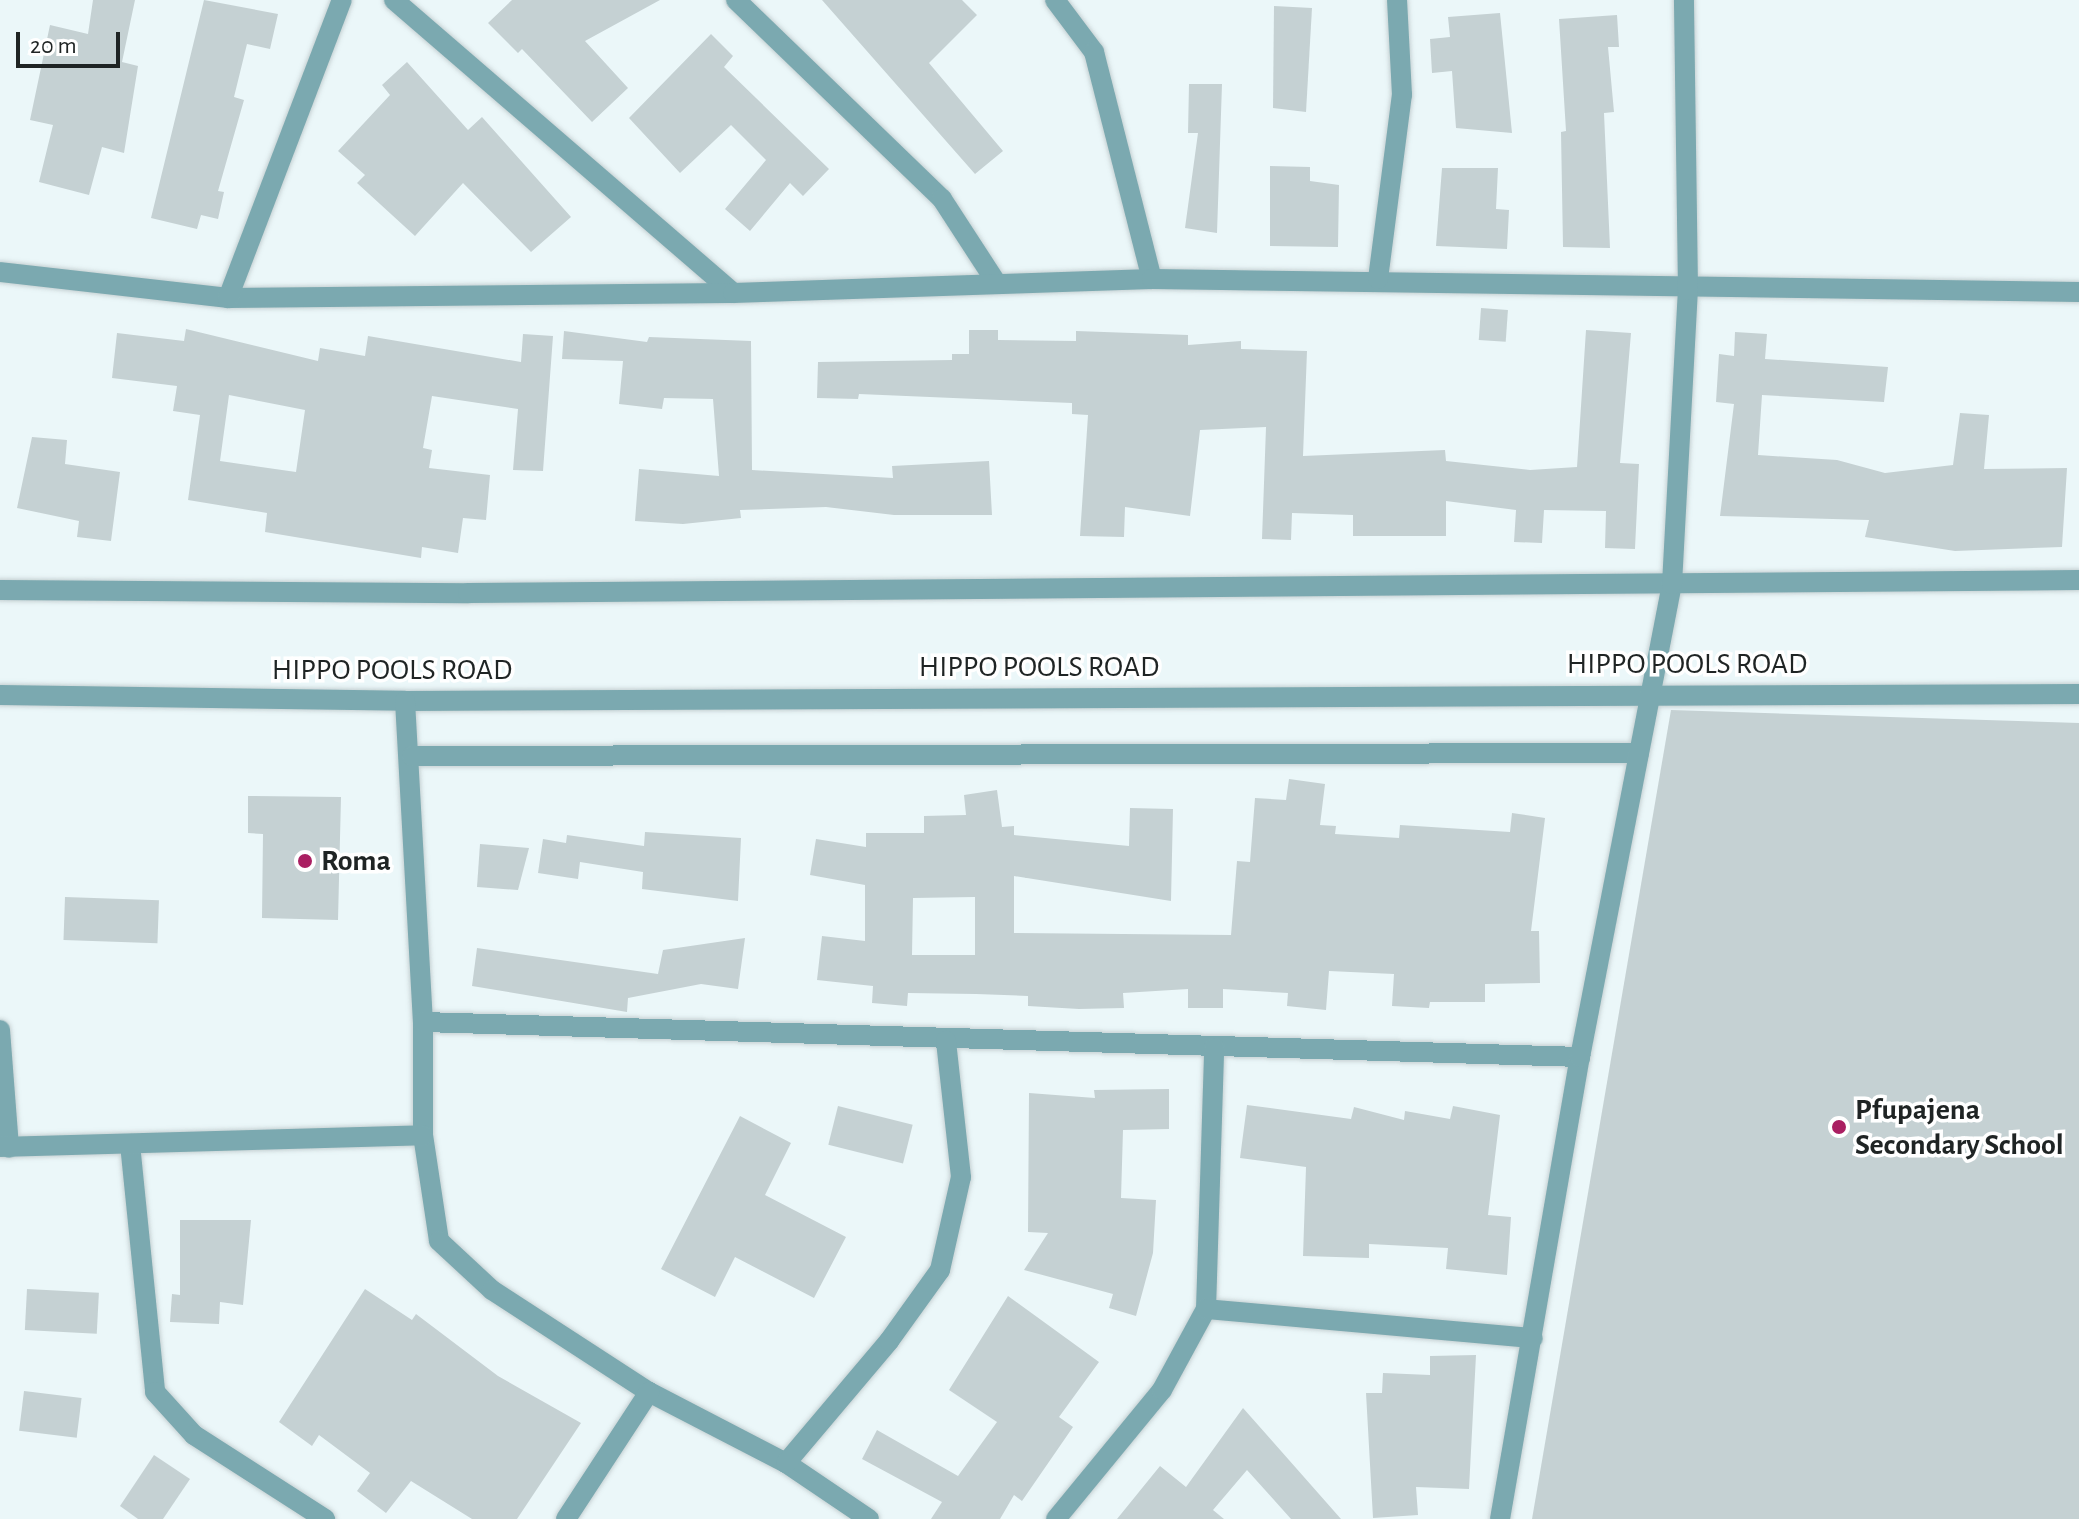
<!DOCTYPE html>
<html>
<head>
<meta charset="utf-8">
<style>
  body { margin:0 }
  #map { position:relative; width:2079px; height:1519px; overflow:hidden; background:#ebf7f9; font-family:"Alegreya Sans",sans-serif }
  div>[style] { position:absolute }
  .building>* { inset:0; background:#c5d1d3; transform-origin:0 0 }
  .roads { filter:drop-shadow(0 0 2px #c6d1d3) drop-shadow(0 0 2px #c6d1d3) }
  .minor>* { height:20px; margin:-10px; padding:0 10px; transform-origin:10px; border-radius:10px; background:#7ba9b0 }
  .dots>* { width:22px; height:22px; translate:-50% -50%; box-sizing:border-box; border:4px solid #fff; border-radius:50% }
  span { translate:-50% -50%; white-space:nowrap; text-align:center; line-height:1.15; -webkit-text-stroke:7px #fff; paint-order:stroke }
  .street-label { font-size:30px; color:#1f2424 }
  .poi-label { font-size:30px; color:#1f2424; font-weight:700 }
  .left { translate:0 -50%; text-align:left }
  .scale { position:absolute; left:16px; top:32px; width:104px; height:36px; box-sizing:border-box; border:4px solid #1f2424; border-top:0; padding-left:10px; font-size:24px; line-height:28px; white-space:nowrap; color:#1f2424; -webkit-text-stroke:6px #fff; paint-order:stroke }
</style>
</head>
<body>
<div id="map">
  <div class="building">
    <i style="clip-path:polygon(93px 0,135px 0,122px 62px,138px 66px,124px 153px,102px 147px,89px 195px,39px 182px,53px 125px,30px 120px,50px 25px,88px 34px)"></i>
    <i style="clip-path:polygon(204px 0,278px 14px,270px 49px,247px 44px,234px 97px,244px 100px,218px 191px,224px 192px,218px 219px,201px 215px,197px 229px,151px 218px)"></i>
    <i style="clip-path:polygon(512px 0,660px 0,585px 41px,628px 88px,592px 122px,522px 49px,518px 53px,488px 23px)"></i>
    <i style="clip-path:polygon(822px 0,962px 0,977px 15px,929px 63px,1003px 151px,975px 174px)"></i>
    <i style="clip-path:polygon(1274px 6px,1312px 8px,1306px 112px,1273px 108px)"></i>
    <i style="clip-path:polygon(1500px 13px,1512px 133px,1456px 128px,1452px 71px,1432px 73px,1430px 39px,1450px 37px,1448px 17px)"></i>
    <i style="clip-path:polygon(1617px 15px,1619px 47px,1608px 47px,1614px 112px,1604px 113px,1610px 248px,1563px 247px,1561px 132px,1566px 131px,1559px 19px)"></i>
    <i style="clip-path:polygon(711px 34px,733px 56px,724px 67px,829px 169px,803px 196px,790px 183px,750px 231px,725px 209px,766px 160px,731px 125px,680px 173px,629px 118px)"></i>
    <i style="clip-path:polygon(407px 62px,468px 130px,482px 117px,571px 217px,531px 252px,463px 183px,415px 236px,357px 183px,365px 175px,338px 151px,390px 95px,382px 85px)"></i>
    <i style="clip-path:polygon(1189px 84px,1222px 84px,1217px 233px,1185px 228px,1198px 133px,1188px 133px)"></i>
    <i style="clip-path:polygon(1270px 166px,1310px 167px,1310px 181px,1339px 185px,1338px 247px,1270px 246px)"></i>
    <i style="clip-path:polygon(1442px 168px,1498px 168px,1496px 209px,1509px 210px,1507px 249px,1436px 246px)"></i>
    <i style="left:1481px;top:308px;width:27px;height:32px;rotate:4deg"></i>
    <i style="clip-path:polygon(evenodd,186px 329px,318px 361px,320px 348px,365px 356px,368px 336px,521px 362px,523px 334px,553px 336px,543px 471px,513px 470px,518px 409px,432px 396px,423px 448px,432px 450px,429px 468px,490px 475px,486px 520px,463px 518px,458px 553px,422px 547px,421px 558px,265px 532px,267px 513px,188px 500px,200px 415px,173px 411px,177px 386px,112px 378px,117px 333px,184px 341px,186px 329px,229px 395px,305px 410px,296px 472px,220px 461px,229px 395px)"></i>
    <i style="clip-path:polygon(969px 330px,998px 330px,998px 340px,1076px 341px,1076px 331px,1188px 335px,1188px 345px,1241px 341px,1241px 349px,1307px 351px,1303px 456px,1445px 450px,1446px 461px,1530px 470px,1577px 467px,1586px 330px,1631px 333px,1620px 463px,1639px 464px,1635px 549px,1605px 548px,1606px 511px,1544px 510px,1542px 543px,1514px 542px,1516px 510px,1446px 501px,1446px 536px,1353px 536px,1353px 515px,1292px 513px,1291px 540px,1262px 539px,1266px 427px,1200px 430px,1190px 516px,1125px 507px,1124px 537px,1080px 536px,1088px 415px,1072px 414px,1072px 403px,859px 394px,858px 399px,817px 398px,818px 362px,952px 360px,952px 354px,969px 354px)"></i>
    <i style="clip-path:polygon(564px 331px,647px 342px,649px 337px,751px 341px,752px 470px,893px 478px,892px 466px,989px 461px,992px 515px,894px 515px,826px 507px,740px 510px,741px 518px,683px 524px,635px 521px,639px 469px,719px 476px,713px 399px,664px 398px,662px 409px,619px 404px,623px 361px,562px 359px)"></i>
    <i style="clip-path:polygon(1735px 332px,1767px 334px,1765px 359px,1888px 367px,1884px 402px,1762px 395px,1758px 455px,1837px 460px,1885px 473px,1953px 465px,1960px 413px,1989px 415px,1984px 469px,2067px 468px,2062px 547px,1955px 551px,1865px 537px,1869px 520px,1720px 516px,1734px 404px,1716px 402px,1719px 354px,1734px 356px)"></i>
    <i style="clip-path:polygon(32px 437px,67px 440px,65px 464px,120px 472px,111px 541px,77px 537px,79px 521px,17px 508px)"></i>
    <i style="clip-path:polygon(1671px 710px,2079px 723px,2079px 1519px,1532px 1519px)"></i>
    <i style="clip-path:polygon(evenodd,1289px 779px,1325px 784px,1320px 825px,1336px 826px,1335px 834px,1399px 838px,1400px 825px,1510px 832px,1512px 813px,1545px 818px,1531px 931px,1539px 931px,1540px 983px,1485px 984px,1485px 1002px,1430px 1002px,1429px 1008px,1392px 1006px,1394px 974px,1329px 971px,1326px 1010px,1287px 1006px,1288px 993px,1223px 989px,1223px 1008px,1188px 1008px,1188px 989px,1123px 993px,1124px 1008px,1079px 1009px,1028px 1006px,1028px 996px,976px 994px,908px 993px,907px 1006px,872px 1003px,873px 986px,817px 980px,822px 936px,865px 941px,865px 885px,810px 875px,816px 839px,866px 847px,866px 833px,924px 833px,924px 816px,966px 815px,964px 795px,997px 790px,1002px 827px,1014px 826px,1014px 835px,1129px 846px,1130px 808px,1173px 809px,1171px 901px,1014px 876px,1014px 933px,1231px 935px,1237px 861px,1250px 862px,1255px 798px,1286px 800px,1289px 779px,975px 897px,975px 955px,912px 955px,913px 898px,975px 897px)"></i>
    <i style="clip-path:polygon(248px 796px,341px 797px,338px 920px,262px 918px,263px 834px,248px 833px)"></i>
    <i style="clip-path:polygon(645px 832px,741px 838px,738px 901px,642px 889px,643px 872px,580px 862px,578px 879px,538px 873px,543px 839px,566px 843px,567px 835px,644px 846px)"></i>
    <i style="clip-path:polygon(480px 844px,529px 848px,518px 890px,477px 887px)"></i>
    <i style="left:65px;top:897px;width:94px;height:43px;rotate:2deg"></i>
    <i style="clip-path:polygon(745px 938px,738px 989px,701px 984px,628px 998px,627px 1012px,472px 986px,477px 948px,658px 974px,663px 950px)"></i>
    <i style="clip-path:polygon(1169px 1089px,1169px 1129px,1123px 1130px,1121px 1198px,1156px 1200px,1153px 1253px,1136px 1316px,1109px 1308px,1113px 1294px,1024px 1270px,1048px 1233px,1028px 1232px,1029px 1093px,1095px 1098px,1094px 1090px)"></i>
    <i style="clip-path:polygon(1247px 1105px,1351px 1119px,1354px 1107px,1404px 1120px,1405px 1111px,1450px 1119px,1453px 1106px,1500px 1115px,1488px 1215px,1511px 1217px,1507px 1275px,1446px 1269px,1448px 1248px,1369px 1244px,1369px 1258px,1303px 1256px,1306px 1167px,1240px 1158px)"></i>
    <i style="left:838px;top:1106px;width:77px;height:40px;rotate:14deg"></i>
    <i style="clip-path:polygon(740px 1116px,791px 1143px,765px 1195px,846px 1237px,814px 1298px,735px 1257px,715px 1297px,661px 1269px)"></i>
    <i style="clip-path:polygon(180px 1220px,251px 1220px,243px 1305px,220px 1302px,219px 1324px,170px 1322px,172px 1294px,180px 1295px)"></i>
    <i style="left:27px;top:1289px;width:72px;height:41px;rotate:3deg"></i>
    <i style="clip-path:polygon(365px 1289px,412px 1320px,416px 1314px,498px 1376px,581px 1423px,517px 1519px,472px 1519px,411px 1481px,386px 1513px,357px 1491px,370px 1473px,319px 1435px,312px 1446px,279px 1422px)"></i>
    <i style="clip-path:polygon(1008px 1296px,1099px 1362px,1059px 1417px,1073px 1427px,1022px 1501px,1014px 1495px,1000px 1519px,931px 1519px,942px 1502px,862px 1459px,877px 1430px,958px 1476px,997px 1422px,949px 1390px)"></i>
    <i style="clip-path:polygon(1476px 1355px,1469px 1489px,1416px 1487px,1418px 1515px,1373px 1518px,1366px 1393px,1382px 1393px,1383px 1373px,1430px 1375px,1430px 1356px)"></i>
    <i style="left:24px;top:1391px;width:58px;height:40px;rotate:7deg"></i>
    <i style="clip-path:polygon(1243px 1408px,1341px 1519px,1291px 1519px,1247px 1470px,1213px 1510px,1224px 1519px,1117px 1519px,1160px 1466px,1186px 1487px)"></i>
    <i style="clip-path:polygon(154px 1455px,190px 1479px,163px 1519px,138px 1519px,120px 1506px)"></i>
  </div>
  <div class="roads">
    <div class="minor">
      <i style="left:394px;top:0;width:448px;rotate:40.8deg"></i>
      <i style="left:736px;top:0;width:286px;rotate:44deg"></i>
      <i style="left:942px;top:199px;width:99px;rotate:57deg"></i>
      <i style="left:1055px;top:0;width:65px;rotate:53.1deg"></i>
      <i style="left:1094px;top:52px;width:234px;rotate:75.7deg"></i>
      <i style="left:0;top:272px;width:229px;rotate:6.5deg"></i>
      <i style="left:228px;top:298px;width:505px;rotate:-0.57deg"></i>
      <i style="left:733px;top:293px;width:419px;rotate:-1.9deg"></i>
      <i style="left:1152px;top:279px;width:927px;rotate:0.8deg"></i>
      <i style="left:1378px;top:279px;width:186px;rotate:-82.6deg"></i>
      <i style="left:1402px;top:95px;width:95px;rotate:-93deg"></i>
      <i style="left:228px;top:298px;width:319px;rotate:-69.1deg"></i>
      <i style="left:0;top:590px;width:468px;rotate:0.4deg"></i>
      <i style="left:468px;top:593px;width:1611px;rotate:-0.46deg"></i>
      <i style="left:0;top:695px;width:405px;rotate:0.8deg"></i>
      <i style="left:405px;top:701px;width:1674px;rotate:-0.24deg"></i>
      <i style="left:405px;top:701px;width:322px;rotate:86.8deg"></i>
      <i style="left:423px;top:1022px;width:113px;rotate:90deg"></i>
      <i style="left:423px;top:1135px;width:107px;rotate:81.4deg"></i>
      <i style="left:439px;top:1241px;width:72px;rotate:42.8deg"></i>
      <i style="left:492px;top:1290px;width:187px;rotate:33deg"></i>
      <i style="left:649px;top:1392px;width:154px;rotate:27.4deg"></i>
      <i style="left:786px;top:1463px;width:100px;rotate:34deg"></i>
      <i style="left:412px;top:756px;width:1227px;rotate:-0.14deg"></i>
      <i style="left:423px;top:1022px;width:1158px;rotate:1.73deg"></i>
      <i style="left:0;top:1030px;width:118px;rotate:85.6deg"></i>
      <i style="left:130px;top:1144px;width:249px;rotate:84.2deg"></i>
      <i style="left:155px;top:1392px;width:58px;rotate:47.8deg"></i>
      <i style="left:194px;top:1435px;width:156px;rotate:32.7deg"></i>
      <i style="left:0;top:1147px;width:423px;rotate:-1.6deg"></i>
      <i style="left:1206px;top:1309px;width:261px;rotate:-88.2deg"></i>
      <i style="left:786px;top:1463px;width:160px;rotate:-49.8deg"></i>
      <i style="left:889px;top:1341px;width:87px;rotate:-54.3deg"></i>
      <i style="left:940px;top:1270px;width:95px;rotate:-77.3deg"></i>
      <i style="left:961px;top:1177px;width:137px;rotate:-96.3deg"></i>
      <i style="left:566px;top:1519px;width:152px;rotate:-56.8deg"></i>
      <i style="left:1056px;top:1519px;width:167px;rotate:-50.6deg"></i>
      <i style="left:1162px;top:1390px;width:92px;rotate:-61.5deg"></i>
      <i style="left:1206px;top:1309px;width:328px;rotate:5.1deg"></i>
      <i style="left:1500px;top:1519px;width:469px;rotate:-80.2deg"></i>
      <i style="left:1580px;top:1057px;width:482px;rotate:-79deg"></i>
      <i style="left:1672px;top:584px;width:294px;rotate:-86.9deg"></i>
      <i style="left:1688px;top:290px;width:290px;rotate:-90.8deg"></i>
    </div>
  </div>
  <div class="dots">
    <i style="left:305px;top:861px;background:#aa1f62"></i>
    <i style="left:1839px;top:1127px;background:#aa1f62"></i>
  </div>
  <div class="street-label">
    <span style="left:1687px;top:664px">HIPPO POOLS ROAD</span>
    <span style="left:1039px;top:667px">HIPPO POOLS ROAD</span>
    <span style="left:392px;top:670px">HIPPO POOLS ROAD</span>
  </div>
  <div class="poi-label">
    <span class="left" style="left:321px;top:861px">Roma</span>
    <span class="left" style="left:1855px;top:1127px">Pfupajena<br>Secondary School</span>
  </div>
  <div class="scale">20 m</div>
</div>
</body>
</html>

Work to be completed: Write out nothing but the lines from the start of the data through the line with "position:relative; width:2079px; height:1519px;". Leave out the pictures.

Completed task:
<!DOCTYPE html>
<html>
<head>
<meta charset="utf-8">
<style>
  body { margin:0 }
  #map { position:relative; width:2079px; height:1519px; overflow:hidden; background:#ebf7f9; font-family:"Alegreya Sans",sans-serif }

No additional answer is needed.